The drywall is installed over concrete, and I have a rather large hole to repair. Normally, I would cut out a piece of new drywall, and mount it on existing studs or something. 

But in this case, there are no studs, and I'm not allowed to drill into the concrete (condo rules). I attached a picture to help visualize.

Any thoughts on how to fix it??


----------



## Willie T (Jan 29, 2009)

What is the measured size of the hole?

*CLICK HERE* to see an answer that might work if the hole isn't huge.

You could eliminate using the screws mentioned if the patch will stay there through the use of some mud on the back of the patch to stick it to the concrete wall.


----------



## user1007 (Sep 23, 2009)

What is holding it on there now? You might need a sparse amount of construction adhesive. 

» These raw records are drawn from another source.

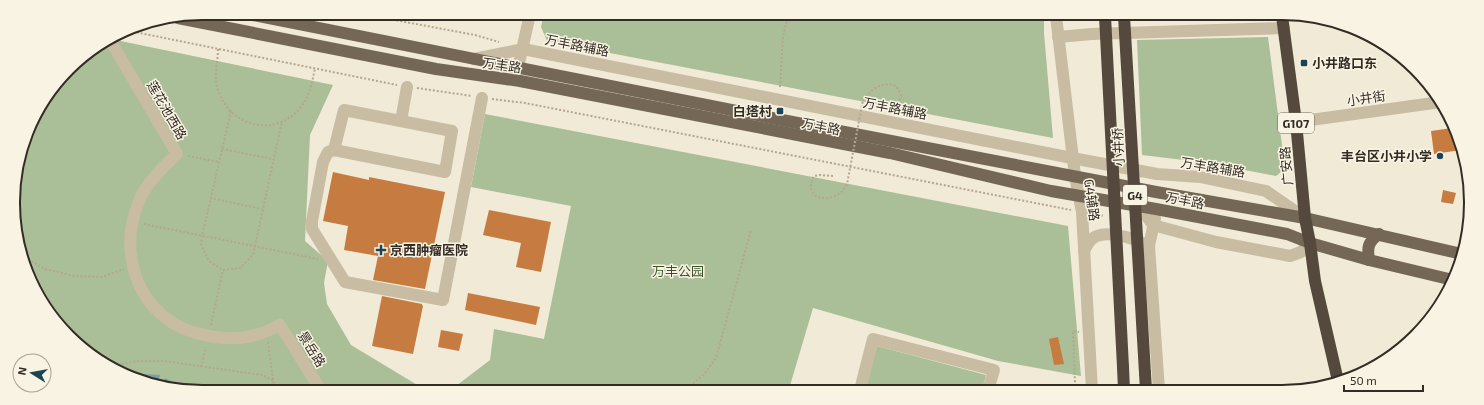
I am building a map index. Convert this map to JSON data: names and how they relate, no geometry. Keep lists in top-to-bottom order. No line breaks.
{"streets":{"highway":["G107","小井桥","广安路","G4"],"main road":["万丰路"],"street":["万丰路辅路","小井街","莲花池西路","G4辅路","景岳路"]},"crossings":[["万丰路辅路","万丰路"],["万丰路辅路","G107"],["万丰路辅路","广安路"],["万丰路辅路","G4辅路"],["万丰路","G107"],["万丰路","广安路"],["万丰路","G4辅路"],["小井街","广安路"],["莲花池西路","景岳路"],["G107","广安路"]],"parks":["万丰公园"],"places":{"transit":["小井路口东","白塔村"],"other":["丰台区小井小学"],"health":["京西肿瘤医院"]},"scale_bar":"50 m","north":"left"}
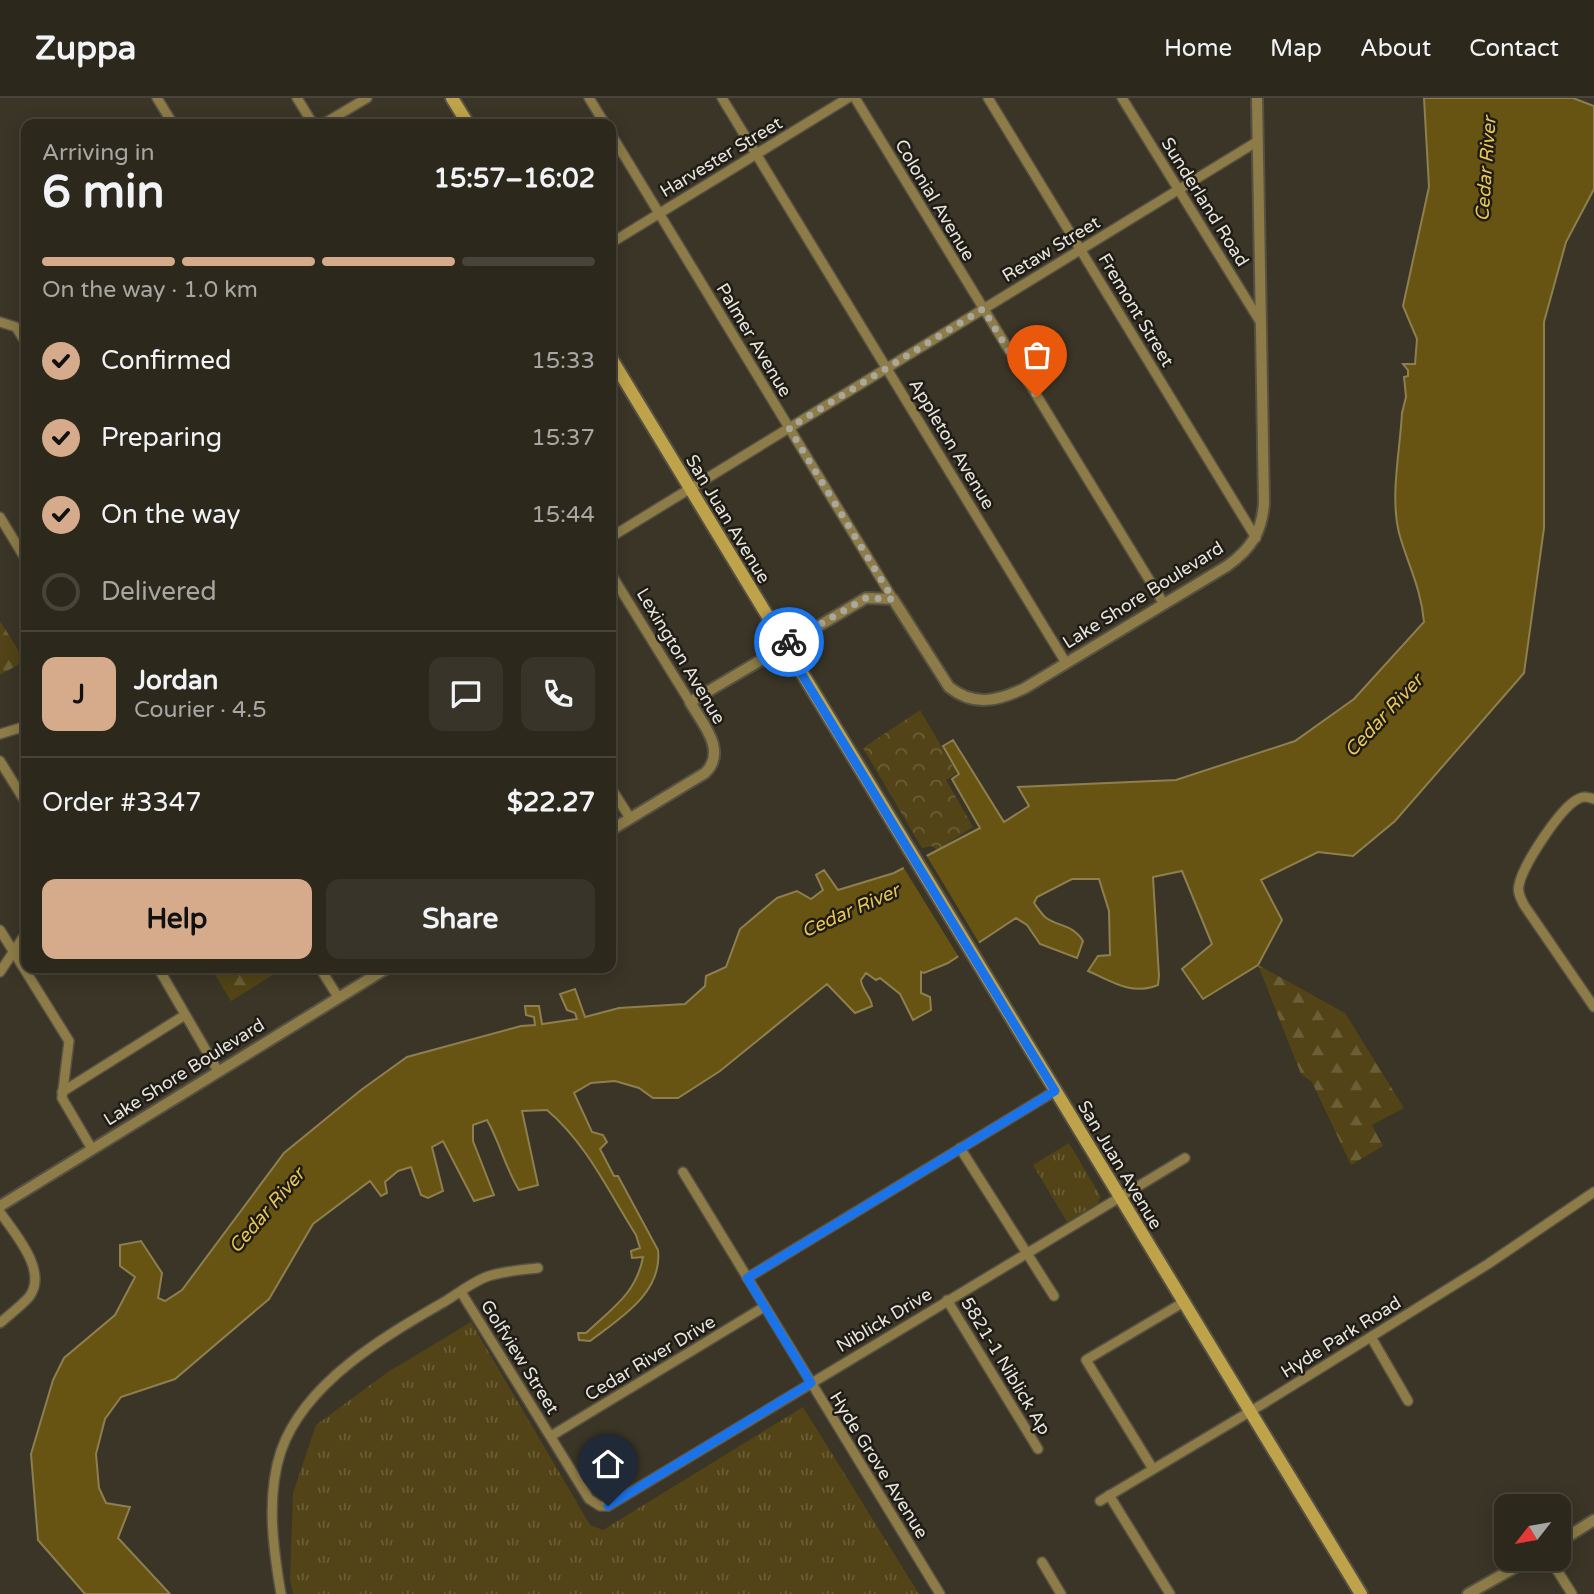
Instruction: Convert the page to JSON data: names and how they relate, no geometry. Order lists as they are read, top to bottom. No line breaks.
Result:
{"streets":{"main road":["San Juan Avenue"],"street":["Harvester Street","Colonial Avenue","Sunderland Road","Retaw Street","Fremont Street","Palmer Avenue","Appleton Avenue","Lake Shore Boulevard","Lexington Avenue","Niblick Drive","Hyde Park Road","Golfview Street","Cedar River Drive","5821-1 Niblick Ap","Hyde Grove Avenue"]},"crossings":[["Harvester Street","Palmer Avenue"],["Harvester Street","Appleton Avenue"],["Colonial Avenue","Retaw Street"],["Colonial Avenue","Lake Shore Boulevard"],["Sunderland Road","Retaw Street"],["Retaw Street","Fremont Street"],["Retaw Street","Palmer Avenue"],["Retaw Street","Appleton Avenue"],["Retaw Street","San Juan Avenue"],["Fremont Street","Lake Shore Boulevard"],["Palmer Avenue","Lake Shore Boulevard"],["Appleton Avenue","Lake Shore Boulevard"],["San Juan Avenue","Niblick Drive"],["San Juan Avenue","Hyde Park Road"],["Niblick Drive","Golfview Street"],["Niblick Drive","5821-1 Niblick Ap"],["Niblick Drive","Hyde Grove Avenue"],["Golfview Street","Cedar River Drive"],["Cedar River Drive","Hyde Grove Avenue"]],"water":["Cedar River"],"north":"bottom left","page":{"header":"Zuppa","nav":["Home","Map","About","Contact"],"heading":["6 min","Arriving in","15:57–16:02"],"panel":["Jordan","Courier · 4.5","Order #3347","$22.27"],"bar":"On the way · 1.0 km","list":[["Confirmed","15:33"],["Preparing","15:37"],["On the way","15:44"],"Delivered"],"round":"J","buttons":["Help","Share"]}}
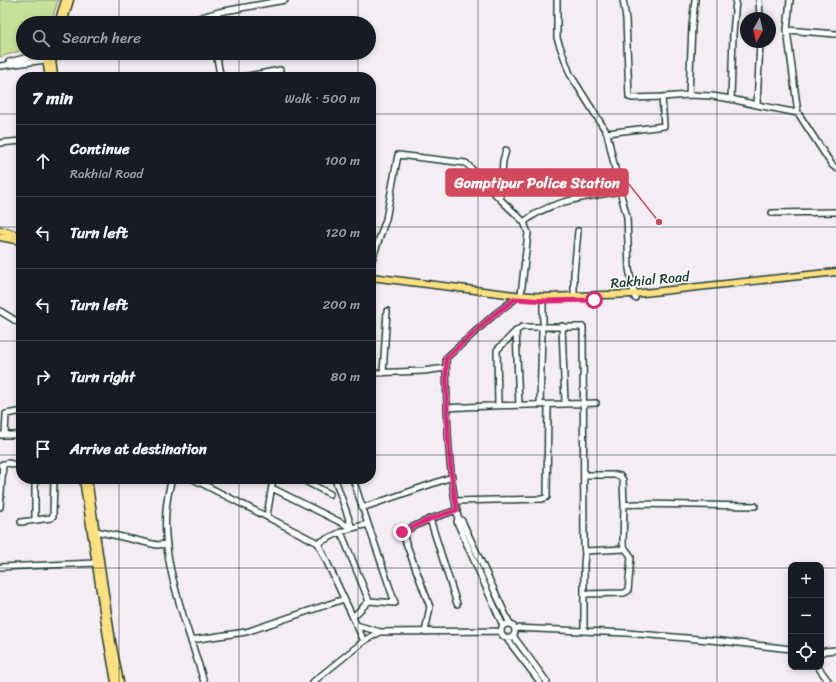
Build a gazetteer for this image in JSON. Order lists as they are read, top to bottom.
{
  "streets": {
    "main road": ["Rakhial Road"]
  },
  "places": ["Gomptipur Police Station"],
  "north": "bottom",
  "page": {
    "search": "Search here",
    "heading": ["7 min", "Walk · 500 m"],
    "list": [
      ["Continue", "Rakhial Road", "100 m"],
      ["Turn left", "120 m"],
      ["Turn left", "200 m"],
      ["Turn right", "80 m"],
      "Arrive at destination"
    ],
    "map_buttons": ["+", "−"]
  }
}
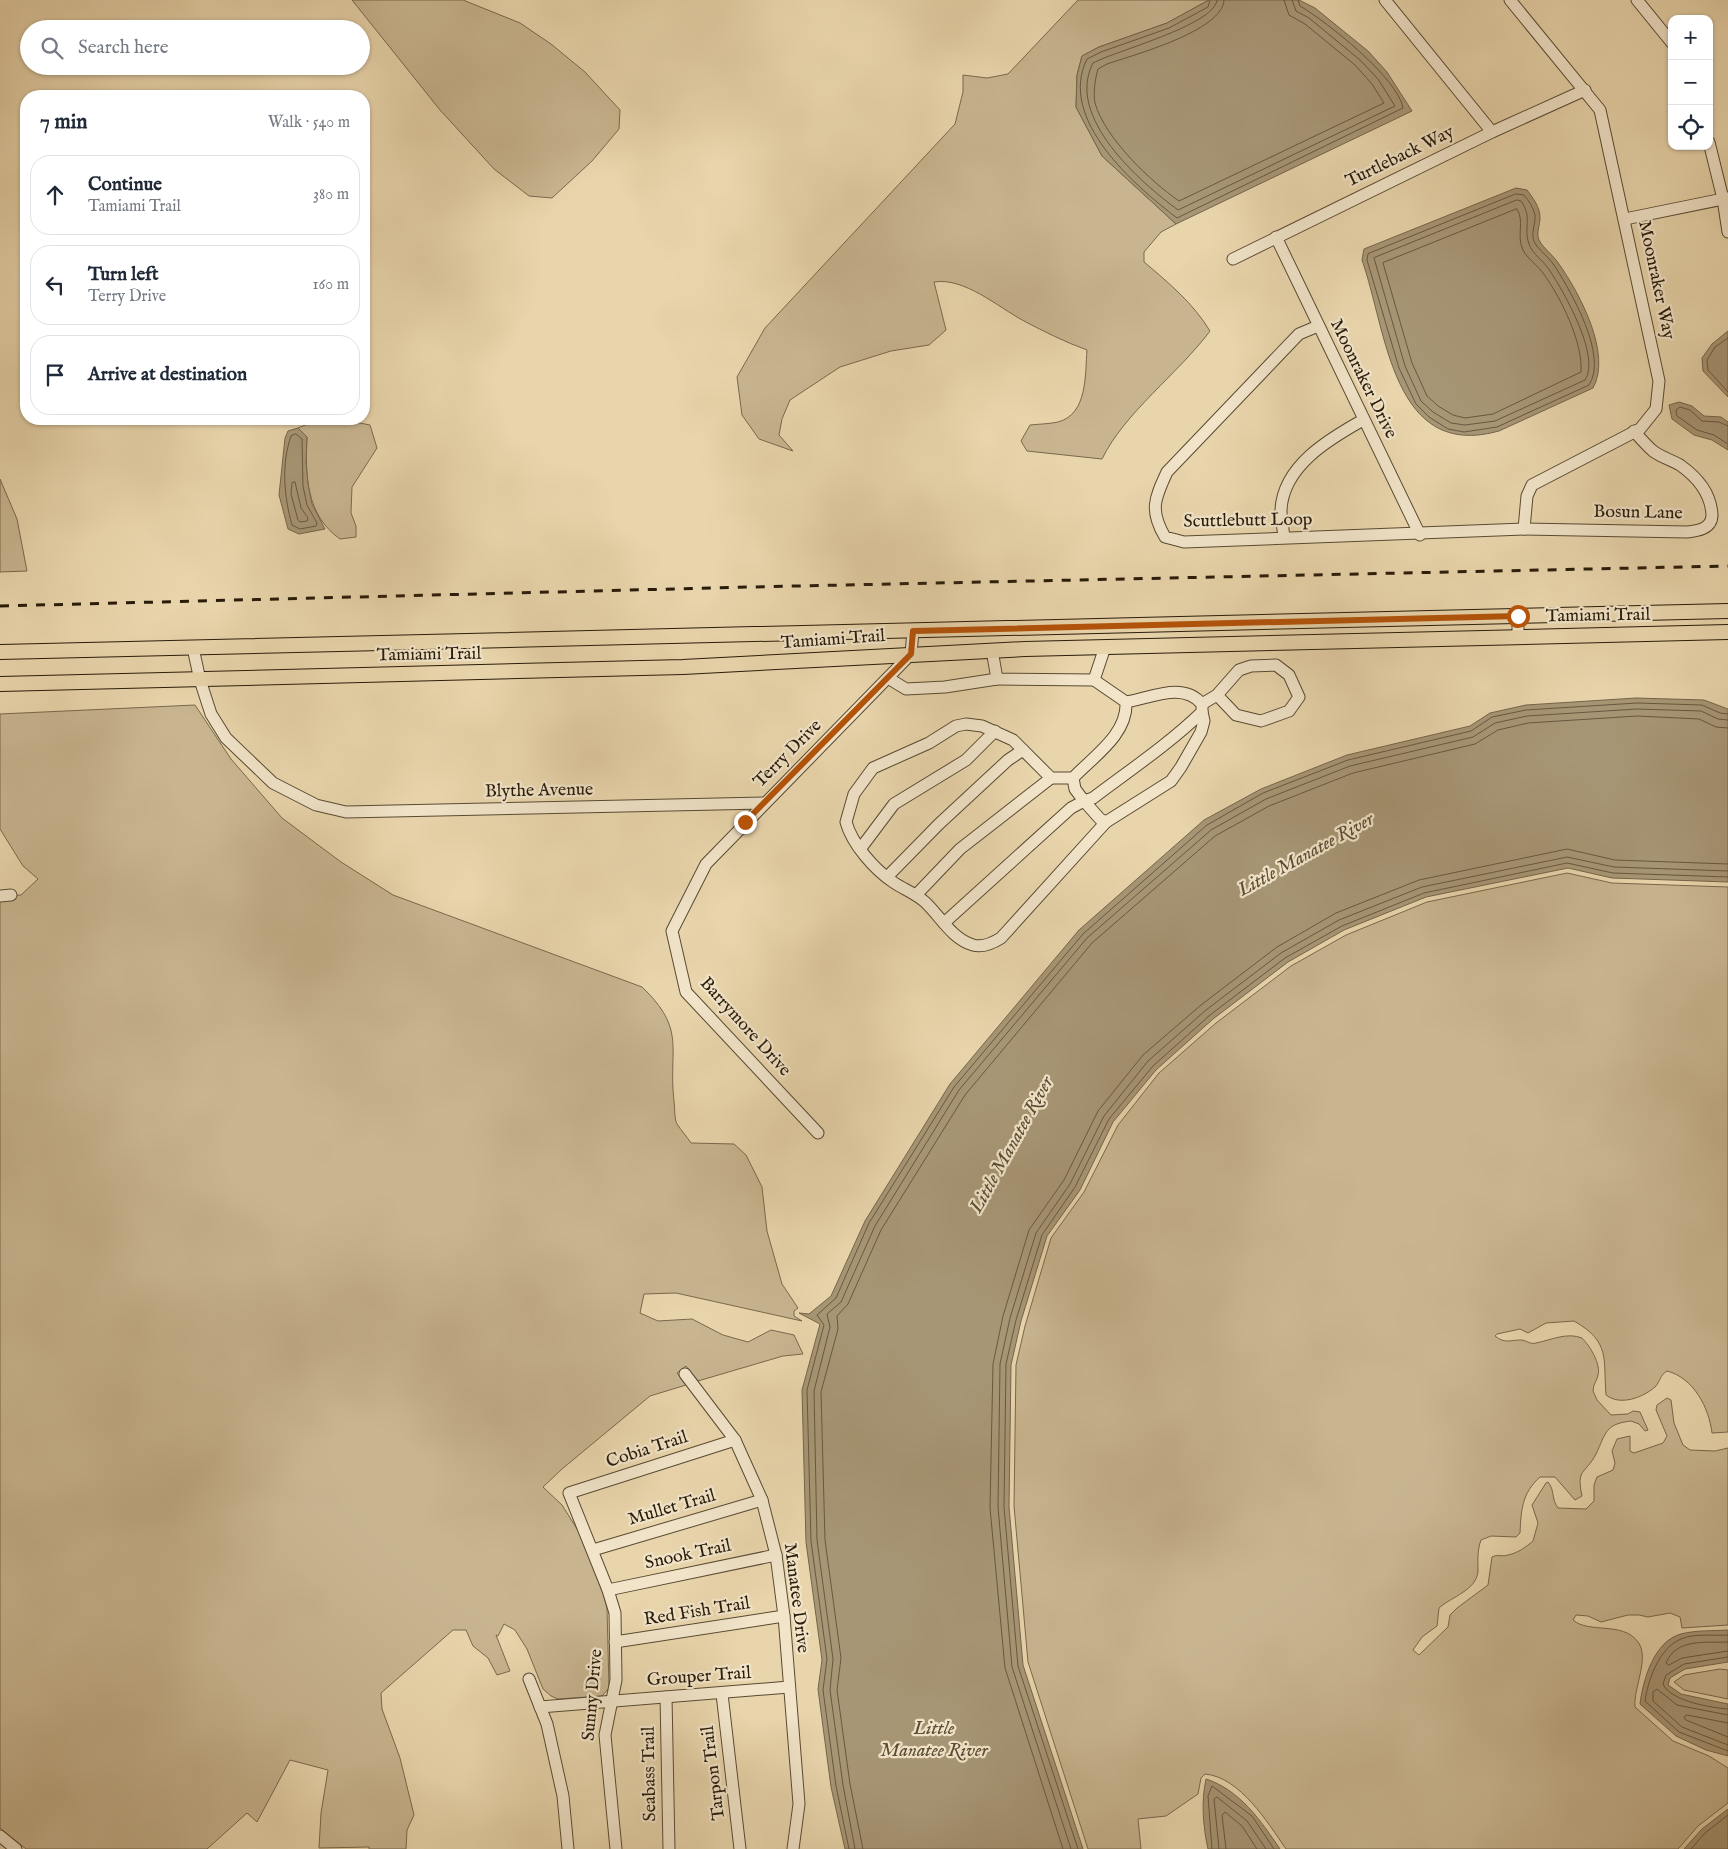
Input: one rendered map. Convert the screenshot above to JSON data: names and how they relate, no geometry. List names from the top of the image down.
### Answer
{
  "streets": {
    "main road": ["Tamiami Trail"],
    "street": [
      "Turtleback Way",
      "Moonraker Way",
      "Moonraker Drive",
      "Bosun Lane",
      "Scuttlebutt Loop",
      "Terry Drive",
      "Blythe Avenue",
      "Barrymore Drive",
      "Cobia Trail",
      "Mullet Trail",
      "Snook Trail",
      "Manatee Drive",
      "Red Fish Trail",
      "Grouper Trail",
      "Sunny Drive",
      "Tarpon Trail",
      "Seabass Trail"
    ]
  },
  "crossings": [
    ["Turtleback Way", "Moonraker Way"],
    ["Turtleback Way", "Moonraker Drive"],
    ["Moonraker Way", "Bosun Lane"],
    ["Moonraker Way", "Scuttlebutt Loop"],
    ["Moonraker Drive", "Scuttlebutt Loop"],
    ["Bosun Lane", "Scuttlebutt Loop"],
    ["Tamiami Trail", "Terry Drive"],
    ["Tamiami Trail", "Blythe Avenue"],
    ["Terry Drive", "Blythe Avenue"],
    ["Terry Drive", "Barrymore Drive"],
    ["Cobia Trail", "Manatee Drive"],
    ["Cobia Trail", "Sunny Drive"],
    ["Mullet Trail", "Manatee Drive"],
    ["Mullet Trail", "Sunny Drive"],
    ["Snook Trail", "Manatee Drive"],
    ["Snook Trail", "Sunny Drive"],
    ["Manatee Drive", "Red Fish Trail"],
    ["Manatee Drive", "Grouper Trail"],
    ["Red Fish Trail", "Sunny Drive"],
    ["Grouper Trail", "Sunny Drive"],
    ["Grouper Trail", "Tarpon Trail"],
    ["Grouper Trail", "Seabass Trail"]
  ],
  "water": ["Little Manatee River"],
  "page": {
    "map_buttons": ["+", "−"],
    "search": "Search here",
    "heading": ["7 min", "Walk · 540 m"],
    "list": [
      ["Continue", "Tamiami Trail", "380 m"],
      ["Turn left", "Terry Drive", "160 m"],
      "Arrive at destination"
    ]
  }
}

You could use the flap method described in the prior post but this looks large enough I would cut the square as described and plan on taping and mudding it.


----------



## optimizer (Apr 13, 2011)

It is a rather large hole - the exposed concrete is about 8" in diameter. 

Cutting out a square section and inserting a new one held with tape and mudded over sounds straightforward - but will it hold if I plan to put a new backsplash on (i.e. will it hold the weight of the tile)?


----------



## bjbatlanta (Jul 16, 2008)

Use adhesive. Pretty much any construction adhesive will work. Joint compound will work also, but I'd use Liquid Nails or something like that...


----------



## optimizer (Apr 13, 2011)

Thanks for all the tips folks - I got the work done on Sunday morning and it looks great, feels sturdy. 

Thanks again


----------